- The problem -
Only the pictures are to be omitted; every entry beneath should otherwise be duplicated exactly.

(Records to use)

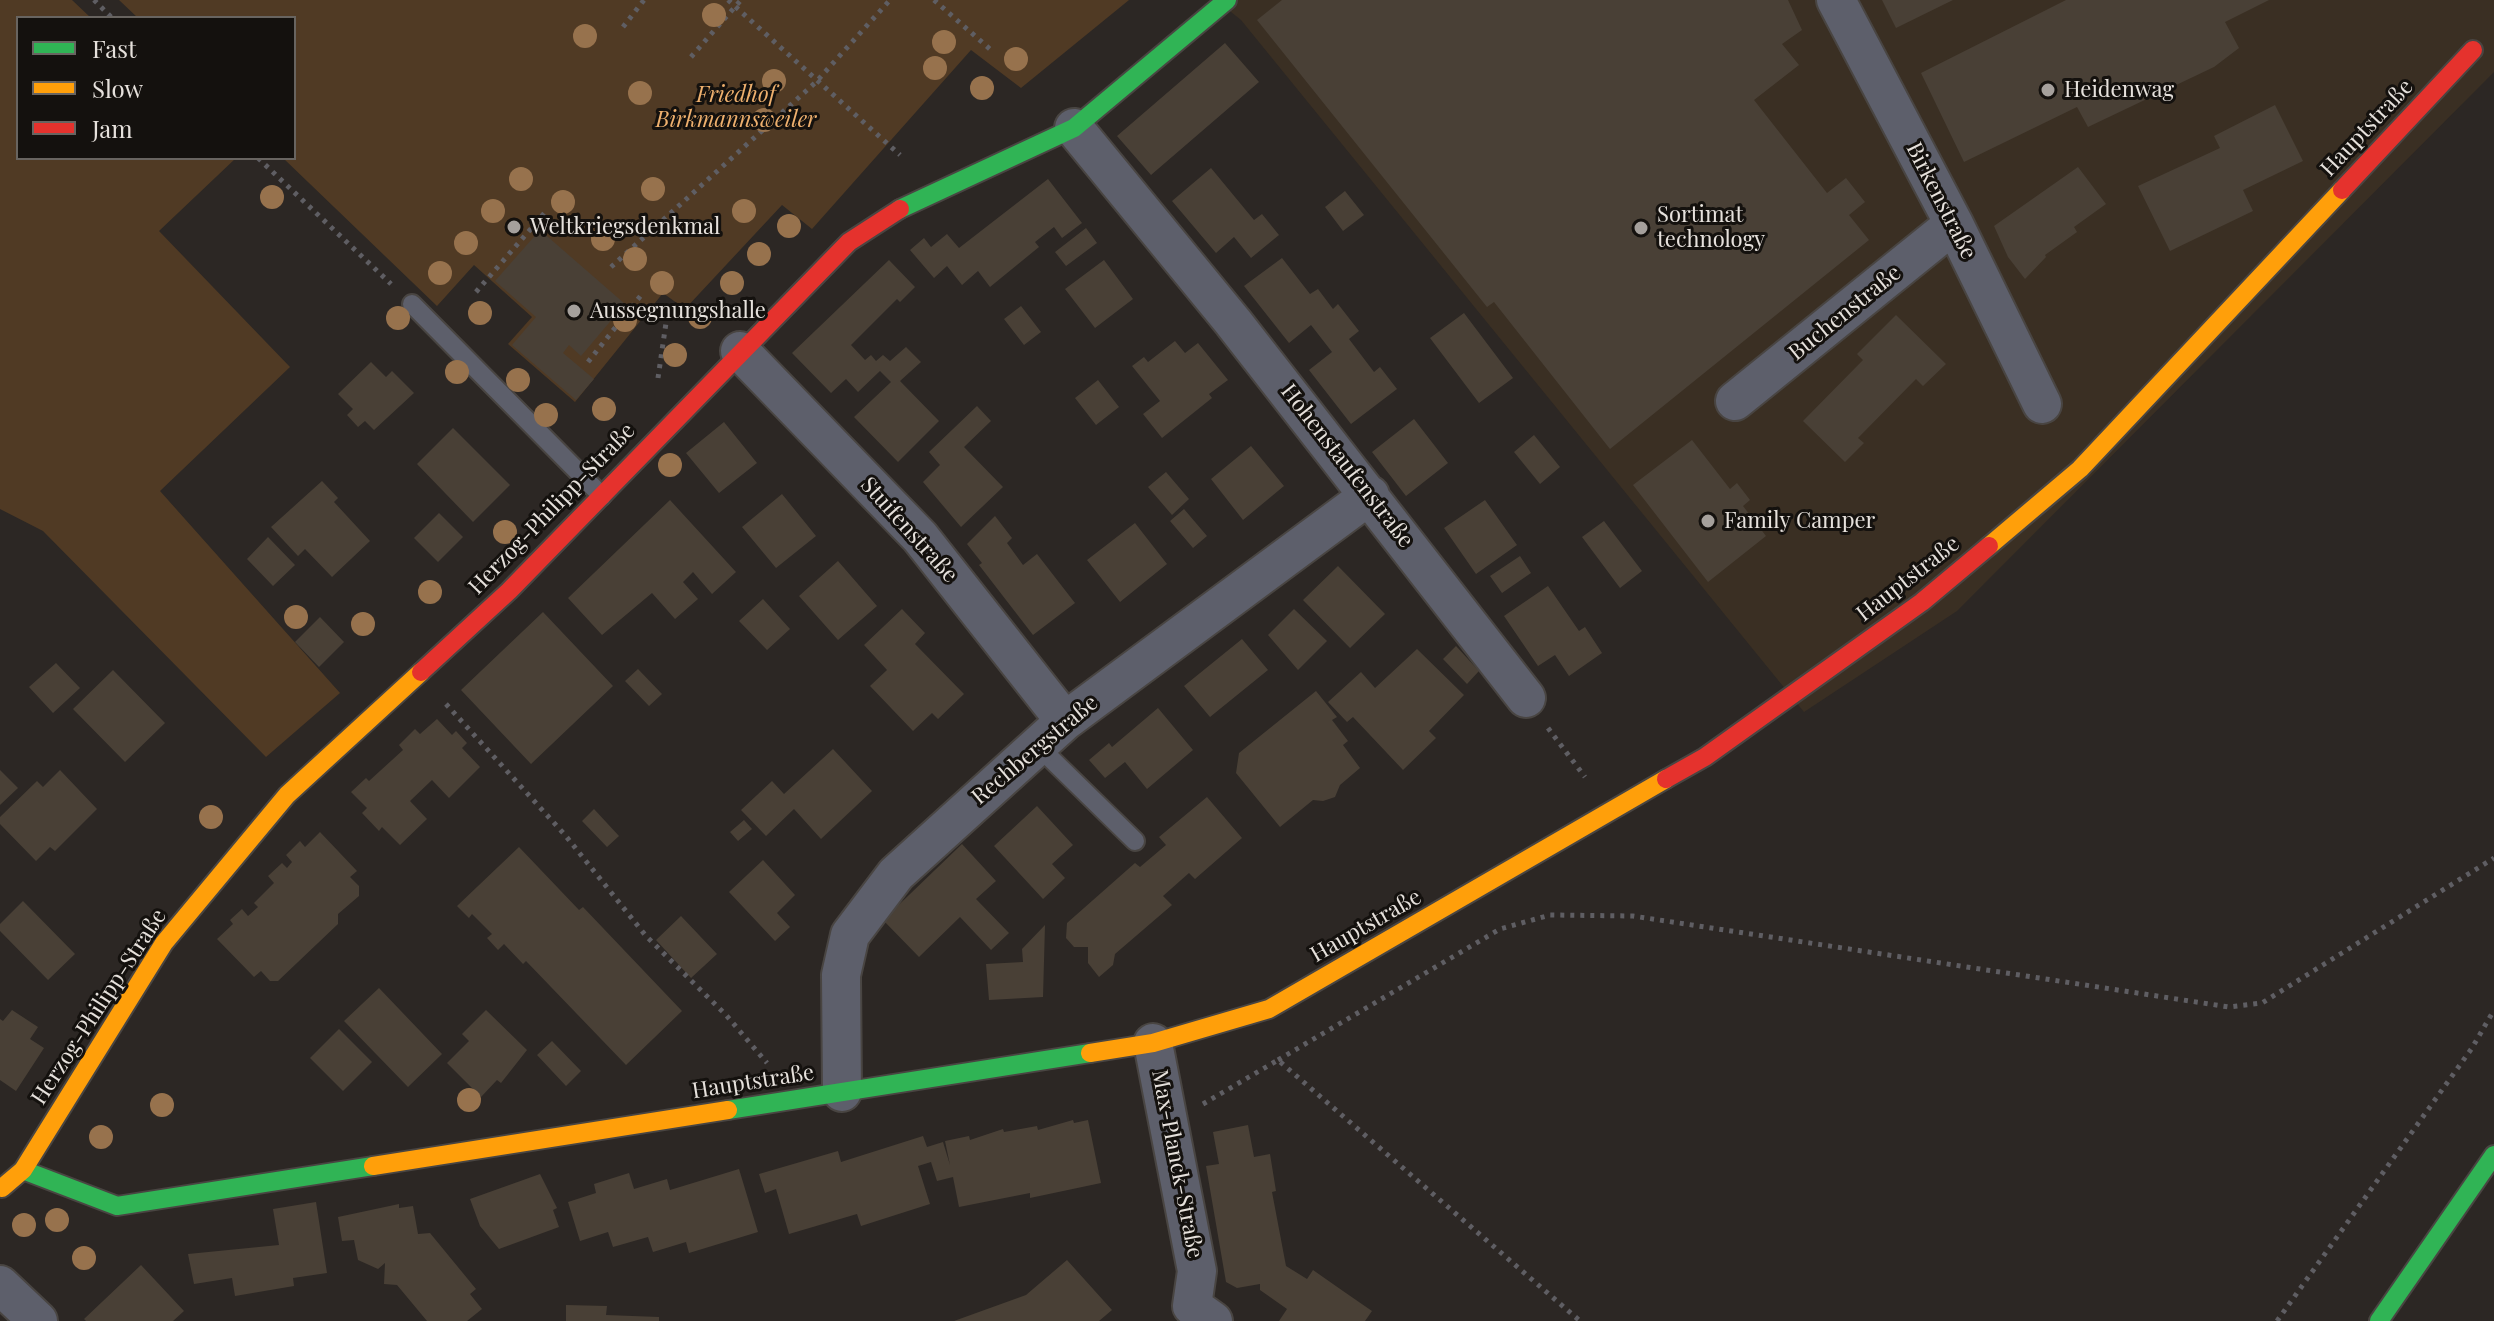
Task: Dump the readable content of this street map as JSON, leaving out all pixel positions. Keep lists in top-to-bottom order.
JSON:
{
  "streets": {
    "street": [
      "Hauptstraße",
      "Birkenstraße",
      "Buchenstraße",
      "Hohenstaufenstraße",
      "Herzog-Philipp-Straße",
      "Stuifenstraße",
      "Rechbergstraße",
      "Max-Planck-Straße"
    ]
  },
  "crossings": [
    ["Hauptstraße", "Herzog-Philipp-Straße"],
    ["Hauptstraße", "Rechbergstraße"],
    ["Hauptstraße", "Max-Planck-Straße"],
    ["Birkenstraße", "Buchenstraße"],
    ["Hohenstaufenstraße", "Herzog-Philipp-Straße"],
    ["Hohenstaufenstraße", "Rechbergstraße"],
    ["Herzog-Philipp-Straße", "Stuifenstraße"],
    ["Stuifenstraße", "Rechbergstraße"]
  ],
  "parks": ["Friedhof Birkmannsweiler"],
  "places": [
    "Heidenwag",
    "Weltkriegsdenkmal",
    "Sortimat technology",
    "Aussegnungshalle",
    "Family Camper"
  ],
  "legend": ["Fast", "Slow", "Jam"]
}
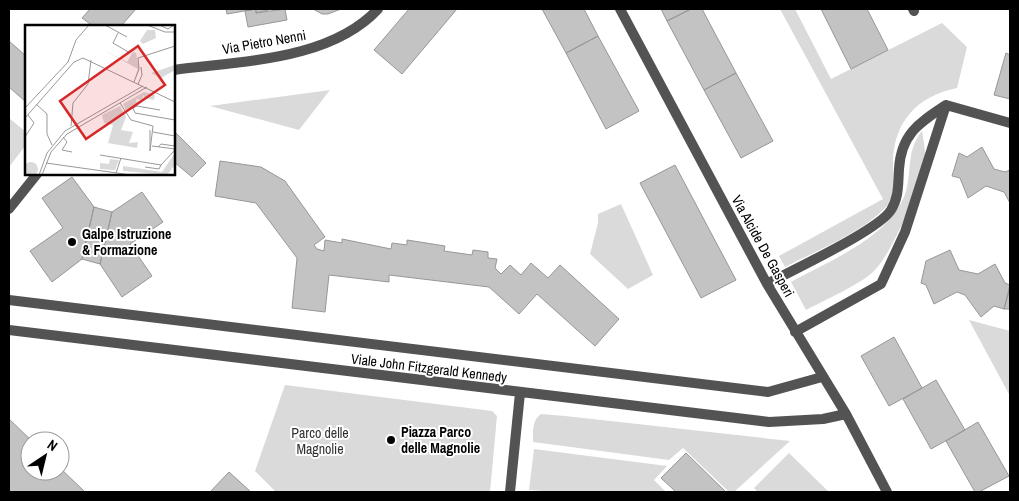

(End Records to use)

- Exercise answer -
Task: Dump the readable content of this street map as JSON, leaving out all pixel positions. Keep lists in top-to-bottom order.
JSON:
{
  "streets": {
    "street": [
      "Hauptstraße",
      "Birkenstraße",
      "Buchenstraße",
      "Hohenstaufenstraße",
      "Herzog-Philipp-Straße",
      "Stuifenstraße",
      "Rechbergstraße",
      "Max-Planck-Straße"
    ]
  },
  "crossings": [
    ["Hauptstraße", "Herzog-Philipp-Straße"],
    ["Hauptstraße", "Rechbergstraße"],
    ["Hauptstraße", "Max-Planck-Straße"],
    ["Birkenstraße", "Buchenstraße"],
    ["Hohenstaufenstraße", "Herzog-Philipp-Straße"],
    ["Hohenstaufenstraße", "Rechbergstraße"],
    ["Herzog-Philipp-Straße", "Stuifenstraße"],
    ["Stuifenstraße", "Rechbergstraße"]
  ],
  "parks": ["Friedhof Birkmannsweiler"],
  "places": [
    "Heidenwag",
    "Weltkriegsdenkmal",
    "Sortimat technology",
    "Aussegnungshalle",
    "Family Camper"
  ],
  "legend": ["Fast", "Slow", "Jam"]
}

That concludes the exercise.